[Data records]
···
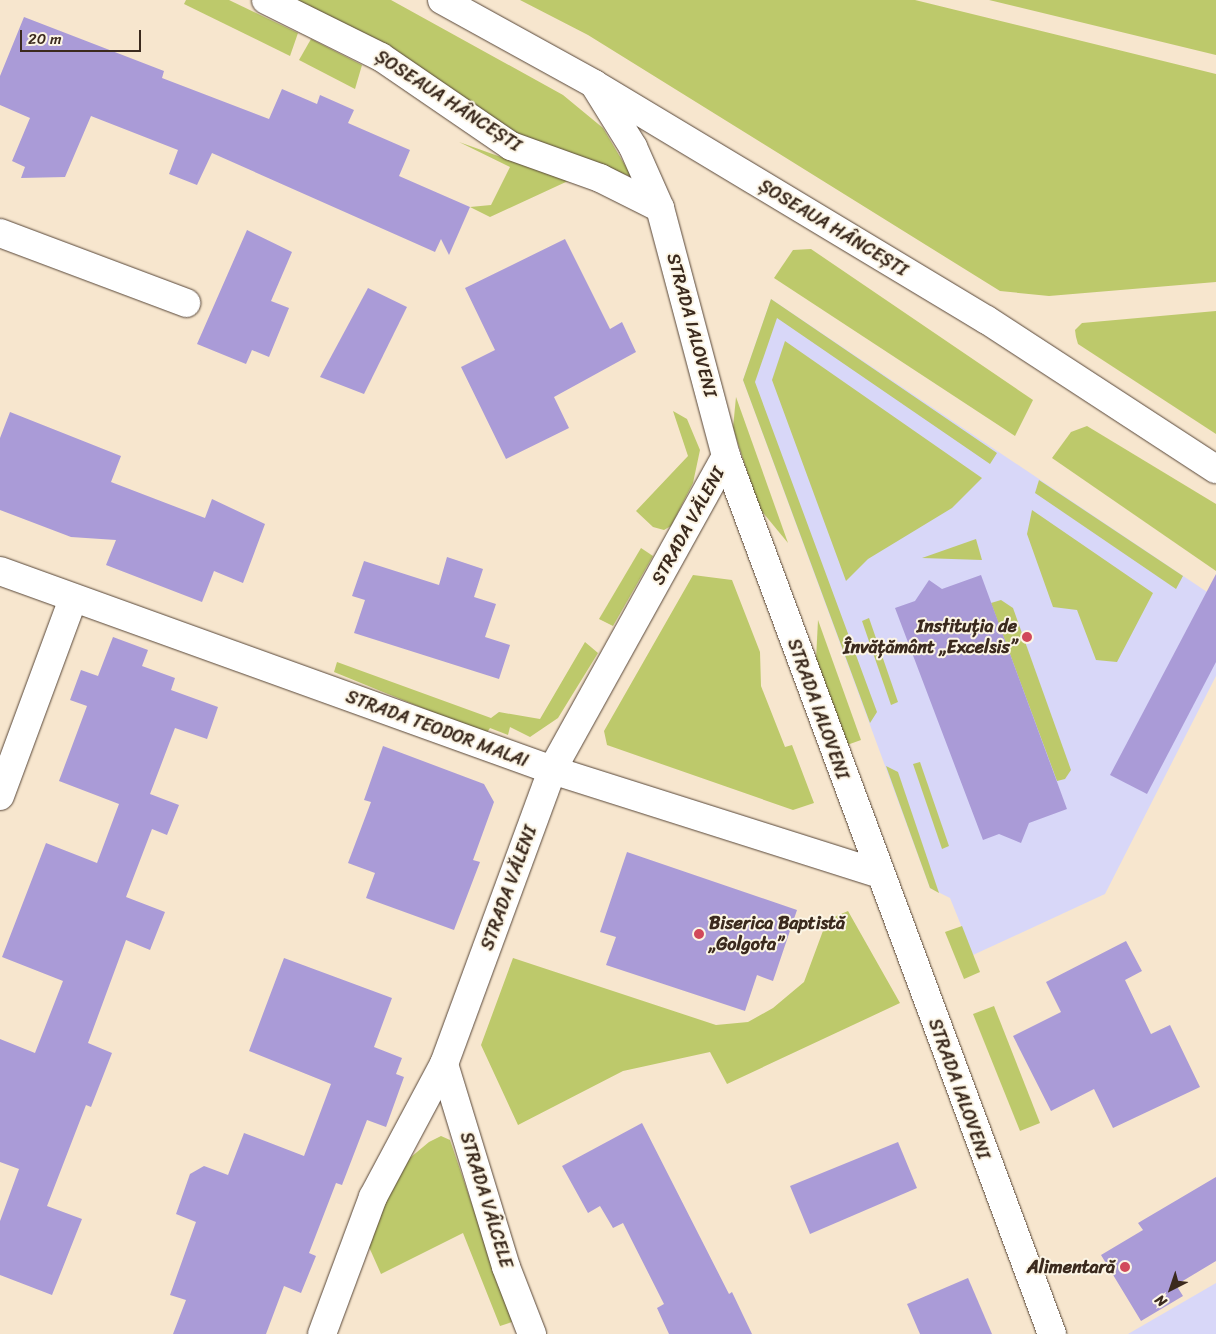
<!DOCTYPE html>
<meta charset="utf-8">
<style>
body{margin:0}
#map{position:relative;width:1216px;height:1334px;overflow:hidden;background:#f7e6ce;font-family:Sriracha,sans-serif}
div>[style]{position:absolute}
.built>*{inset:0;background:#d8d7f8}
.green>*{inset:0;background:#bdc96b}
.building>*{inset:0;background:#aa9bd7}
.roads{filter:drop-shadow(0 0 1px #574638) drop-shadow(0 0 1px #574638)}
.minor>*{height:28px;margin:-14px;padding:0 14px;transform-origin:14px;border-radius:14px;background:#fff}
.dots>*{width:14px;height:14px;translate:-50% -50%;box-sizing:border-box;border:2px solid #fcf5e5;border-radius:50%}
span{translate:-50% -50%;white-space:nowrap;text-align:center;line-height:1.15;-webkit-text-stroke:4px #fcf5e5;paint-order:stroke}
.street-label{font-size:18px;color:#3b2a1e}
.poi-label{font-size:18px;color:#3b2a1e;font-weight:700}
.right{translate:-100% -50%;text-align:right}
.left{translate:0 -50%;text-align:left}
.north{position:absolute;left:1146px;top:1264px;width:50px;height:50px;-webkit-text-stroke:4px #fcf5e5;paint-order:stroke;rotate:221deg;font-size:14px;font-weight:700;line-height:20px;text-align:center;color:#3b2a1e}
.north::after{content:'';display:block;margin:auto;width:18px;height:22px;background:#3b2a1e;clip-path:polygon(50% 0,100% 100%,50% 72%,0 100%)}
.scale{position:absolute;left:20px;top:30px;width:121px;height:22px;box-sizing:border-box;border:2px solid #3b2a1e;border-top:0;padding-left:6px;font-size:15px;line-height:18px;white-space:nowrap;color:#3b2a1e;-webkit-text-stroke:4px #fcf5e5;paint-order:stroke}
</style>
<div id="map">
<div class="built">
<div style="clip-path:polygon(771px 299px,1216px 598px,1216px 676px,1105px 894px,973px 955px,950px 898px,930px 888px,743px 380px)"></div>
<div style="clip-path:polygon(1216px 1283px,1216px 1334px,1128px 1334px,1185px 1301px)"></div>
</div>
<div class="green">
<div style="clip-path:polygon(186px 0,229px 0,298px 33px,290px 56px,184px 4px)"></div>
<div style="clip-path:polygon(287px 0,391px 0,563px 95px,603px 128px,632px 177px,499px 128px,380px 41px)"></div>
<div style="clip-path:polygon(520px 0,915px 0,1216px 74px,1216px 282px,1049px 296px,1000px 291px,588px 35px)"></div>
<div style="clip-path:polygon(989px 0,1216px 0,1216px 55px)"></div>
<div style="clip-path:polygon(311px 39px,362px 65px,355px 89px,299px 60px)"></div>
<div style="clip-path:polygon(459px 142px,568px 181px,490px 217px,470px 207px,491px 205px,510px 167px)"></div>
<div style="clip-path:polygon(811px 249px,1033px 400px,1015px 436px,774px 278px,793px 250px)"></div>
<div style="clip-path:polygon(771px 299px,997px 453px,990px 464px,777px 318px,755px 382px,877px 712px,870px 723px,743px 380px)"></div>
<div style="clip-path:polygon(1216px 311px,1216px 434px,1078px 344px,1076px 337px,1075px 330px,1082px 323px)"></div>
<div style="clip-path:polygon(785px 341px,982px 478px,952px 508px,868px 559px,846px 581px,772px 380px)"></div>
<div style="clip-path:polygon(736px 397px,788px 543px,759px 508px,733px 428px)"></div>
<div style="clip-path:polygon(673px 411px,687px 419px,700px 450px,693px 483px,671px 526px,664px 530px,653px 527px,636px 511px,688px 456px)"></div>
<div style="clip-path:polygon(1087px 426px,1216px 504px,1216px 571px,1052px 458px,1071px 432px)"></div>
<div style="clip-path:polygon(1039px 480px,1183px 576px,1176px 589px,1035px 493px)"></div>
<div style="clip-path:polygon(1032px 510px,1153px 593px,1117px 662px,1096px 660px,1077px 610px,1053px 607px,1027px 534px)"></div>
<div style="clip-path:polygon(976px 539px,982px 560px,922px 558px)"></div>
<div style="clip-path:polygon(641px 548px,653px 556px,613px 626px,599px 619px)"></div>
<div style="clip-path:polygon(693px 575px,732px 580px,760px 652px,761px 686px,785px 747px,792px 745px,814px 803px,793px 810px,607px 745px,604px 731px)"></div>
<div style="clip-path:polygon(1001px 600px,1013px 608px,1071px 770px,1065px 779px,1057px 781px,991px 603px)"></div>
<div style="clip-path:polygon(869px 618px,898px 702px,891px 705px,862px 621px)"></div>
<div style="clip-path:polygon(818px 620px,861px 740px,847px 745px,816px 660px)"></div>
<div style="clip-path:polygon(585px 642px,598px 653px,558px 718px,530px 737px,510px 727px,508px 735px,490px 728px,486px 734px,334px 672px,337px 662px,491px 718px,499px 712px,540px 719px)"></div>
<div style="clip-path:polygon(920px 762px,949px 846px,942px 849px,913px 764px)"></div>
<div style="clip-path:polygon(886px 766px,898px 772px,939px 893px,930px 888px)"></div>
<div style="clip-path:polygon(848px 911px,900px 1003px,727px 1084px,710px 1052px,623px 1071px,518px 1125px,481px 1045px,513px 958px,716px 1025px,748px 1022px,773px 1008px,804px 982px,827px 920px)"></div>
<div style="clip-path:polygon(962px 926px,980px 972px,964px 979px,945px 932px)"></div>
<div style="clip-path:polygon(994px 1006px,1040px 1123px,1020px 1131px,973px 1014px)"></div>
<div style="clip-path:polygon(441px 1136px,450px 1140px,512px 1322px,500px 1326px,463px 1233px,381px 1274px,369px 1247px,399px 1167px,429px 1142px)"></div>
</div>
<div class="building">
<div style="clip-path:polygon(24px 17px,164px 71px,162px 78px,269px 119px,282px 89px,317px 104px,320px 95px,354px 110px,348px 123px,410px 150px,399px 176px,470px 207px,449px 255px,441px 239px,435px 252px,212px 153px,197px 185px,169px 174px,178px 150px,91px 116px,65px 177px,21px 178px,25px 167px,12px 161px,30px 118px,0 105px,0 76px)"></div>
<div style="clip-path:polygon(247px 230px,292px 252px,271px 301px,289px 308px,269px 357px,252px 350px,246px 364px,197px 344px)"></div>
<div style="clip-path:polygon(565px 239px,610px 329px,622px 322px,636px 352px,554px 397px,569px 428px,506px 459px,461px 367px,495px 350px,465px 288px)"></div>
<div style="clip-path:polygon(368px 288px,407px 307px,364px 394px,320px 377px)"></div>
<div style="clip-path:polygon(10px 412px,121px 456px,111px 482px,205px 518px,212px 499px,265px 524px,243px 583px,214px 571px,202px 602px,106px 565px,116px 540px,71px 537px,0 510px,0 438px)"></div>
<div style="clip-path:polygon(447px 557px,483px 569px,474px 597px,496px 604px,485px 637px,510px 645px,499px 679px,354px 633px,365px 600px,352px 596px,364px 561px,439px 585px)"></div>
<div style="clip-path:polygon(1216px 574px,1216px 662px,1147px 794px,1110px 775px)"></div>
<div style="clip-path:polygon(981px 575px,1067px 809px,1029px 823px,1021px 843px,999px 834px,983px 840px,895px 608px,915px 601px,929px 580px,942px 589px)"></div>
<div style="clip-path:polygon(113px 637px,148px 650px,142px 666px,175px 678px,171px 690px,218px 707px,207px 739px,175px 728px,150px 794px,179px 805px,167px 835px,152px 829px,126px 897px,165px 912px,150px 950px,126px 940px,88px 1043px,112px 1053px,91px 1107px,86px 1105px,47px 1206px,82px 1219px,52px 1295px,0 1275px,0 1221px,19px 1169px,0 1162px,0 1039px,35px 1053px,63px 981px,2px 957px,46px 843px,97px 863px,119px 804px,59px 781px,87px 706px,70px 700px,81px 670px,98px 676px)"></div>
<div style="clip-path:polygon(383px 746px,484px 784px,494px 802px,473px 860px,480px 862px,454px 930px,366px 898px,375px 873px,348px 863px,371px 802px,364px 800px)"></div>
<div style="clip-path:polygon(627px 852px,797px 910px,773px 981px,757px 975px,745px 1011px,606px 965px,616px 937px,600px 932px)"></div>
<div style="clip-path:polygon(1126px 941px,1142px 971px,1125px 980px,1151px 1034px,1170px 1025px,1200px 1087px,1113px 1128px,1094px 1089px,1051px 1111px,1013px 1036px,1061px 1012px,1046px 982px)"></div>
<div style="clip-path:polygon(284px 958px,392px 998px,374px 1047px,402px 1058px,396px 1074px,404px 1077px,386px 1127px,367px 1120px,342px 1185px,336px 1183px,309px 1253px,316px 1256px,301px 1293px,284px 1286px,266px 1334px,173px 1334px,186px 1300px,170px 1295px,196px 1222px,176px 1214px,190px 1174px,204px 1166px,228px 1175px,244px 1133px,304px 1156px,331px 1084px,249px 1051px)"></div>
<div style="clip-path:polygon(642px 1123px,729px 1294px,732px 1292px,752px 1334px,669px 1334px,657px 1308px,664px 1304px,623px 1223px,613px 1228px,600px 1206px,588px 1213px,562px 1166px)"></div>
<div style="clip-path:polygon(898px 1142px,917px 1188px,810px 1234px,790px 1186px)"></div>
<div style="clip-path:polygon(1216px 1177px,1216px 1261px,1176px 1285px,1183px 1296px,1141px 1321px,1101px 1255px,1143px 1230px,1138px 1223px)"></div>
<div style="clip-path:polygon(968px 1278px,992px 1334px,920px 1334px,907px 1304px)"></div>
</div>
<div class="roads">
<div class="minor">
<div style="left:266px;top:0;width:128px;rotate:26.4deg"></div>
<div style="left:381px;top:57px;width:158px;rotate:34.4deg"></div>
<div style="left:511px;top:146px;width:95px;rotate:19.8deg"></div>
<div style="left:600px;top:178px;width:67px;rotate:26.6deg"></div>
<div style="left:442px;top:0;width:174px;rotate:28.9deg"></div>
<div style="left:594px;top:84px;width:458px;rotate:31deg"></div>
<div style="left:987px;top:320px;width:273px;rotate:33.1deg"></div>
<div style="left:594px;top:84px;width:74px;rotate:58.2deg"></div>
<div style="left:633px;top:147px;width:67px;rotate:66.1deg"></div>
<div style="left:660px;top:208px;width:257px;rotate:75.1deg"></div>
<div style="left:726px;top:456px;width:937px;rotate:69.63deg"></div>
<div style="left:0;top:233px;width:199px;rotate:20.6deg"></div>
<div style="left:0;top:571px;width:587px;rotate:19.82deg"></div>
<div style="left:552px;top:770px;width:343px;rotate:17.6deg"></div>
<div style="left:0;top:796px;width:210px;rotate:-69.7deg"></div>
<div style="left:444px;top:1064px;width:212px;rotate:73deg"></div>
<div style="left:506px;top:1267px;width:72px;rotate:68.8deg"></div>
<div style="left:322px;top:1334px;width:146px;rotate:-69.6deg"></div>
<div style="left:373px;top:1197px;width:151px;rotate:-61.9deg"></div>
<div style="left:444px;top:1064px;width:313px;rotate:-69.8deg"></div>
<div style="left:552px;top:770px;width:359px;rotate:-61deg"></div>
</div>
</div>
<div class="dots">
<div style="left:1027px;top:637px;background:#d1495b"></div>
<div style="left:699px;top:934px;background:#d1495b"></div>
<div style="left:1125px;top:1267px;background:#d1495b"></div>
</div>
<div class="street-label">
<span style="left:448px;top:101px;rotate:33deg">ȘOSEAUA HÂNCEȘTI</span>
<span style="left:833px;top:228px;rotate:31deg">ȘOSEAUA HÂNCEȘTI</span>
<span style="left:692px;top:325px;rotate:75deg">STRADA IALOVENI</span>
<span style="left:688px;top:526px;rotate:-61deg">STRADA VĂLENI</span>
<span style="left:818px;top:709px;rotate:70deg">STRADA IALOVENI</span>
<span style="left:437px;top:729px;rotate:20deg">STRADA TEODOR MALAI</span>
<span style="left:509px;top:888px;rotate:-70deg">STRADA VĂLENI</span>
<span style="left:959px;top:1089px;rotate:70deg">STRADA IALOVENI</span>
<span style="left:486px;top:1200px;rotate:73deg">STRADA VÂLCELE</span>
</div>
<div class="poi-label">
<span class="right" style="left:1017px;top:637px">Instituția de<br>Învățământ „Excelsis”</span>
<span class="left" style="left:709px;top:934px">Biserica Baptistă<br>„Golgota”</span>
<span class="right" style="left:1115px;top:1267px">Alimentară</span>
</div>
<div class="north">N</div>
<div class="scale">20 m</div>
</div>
···
## Exercise
Each line from the first line of the entries through the line containing "1px #574638) drop-shadow(0" should be duplicated word for word, and nothing more; the pictures stay out.

## Output of the task
<!DOCTYPE html>
<meta charset="utf-8">
<style>
body{margin:0}
#map{position:relative;width:1216px;height:1334px;overflow:hidden;background:#f7e6ce;font-family:Sriracha,sans-serif}
div>[style]{position:absolute}
.built>*{inset:0;background:#d8d7f8}
.green>*{inset:0;background:#bdc96b}
.building>*{inset:0;background:#aa9bd7}
.roads{filter:drop-shadow(0 0 1px #574638) drop-shadow(0 0 1px #574638)}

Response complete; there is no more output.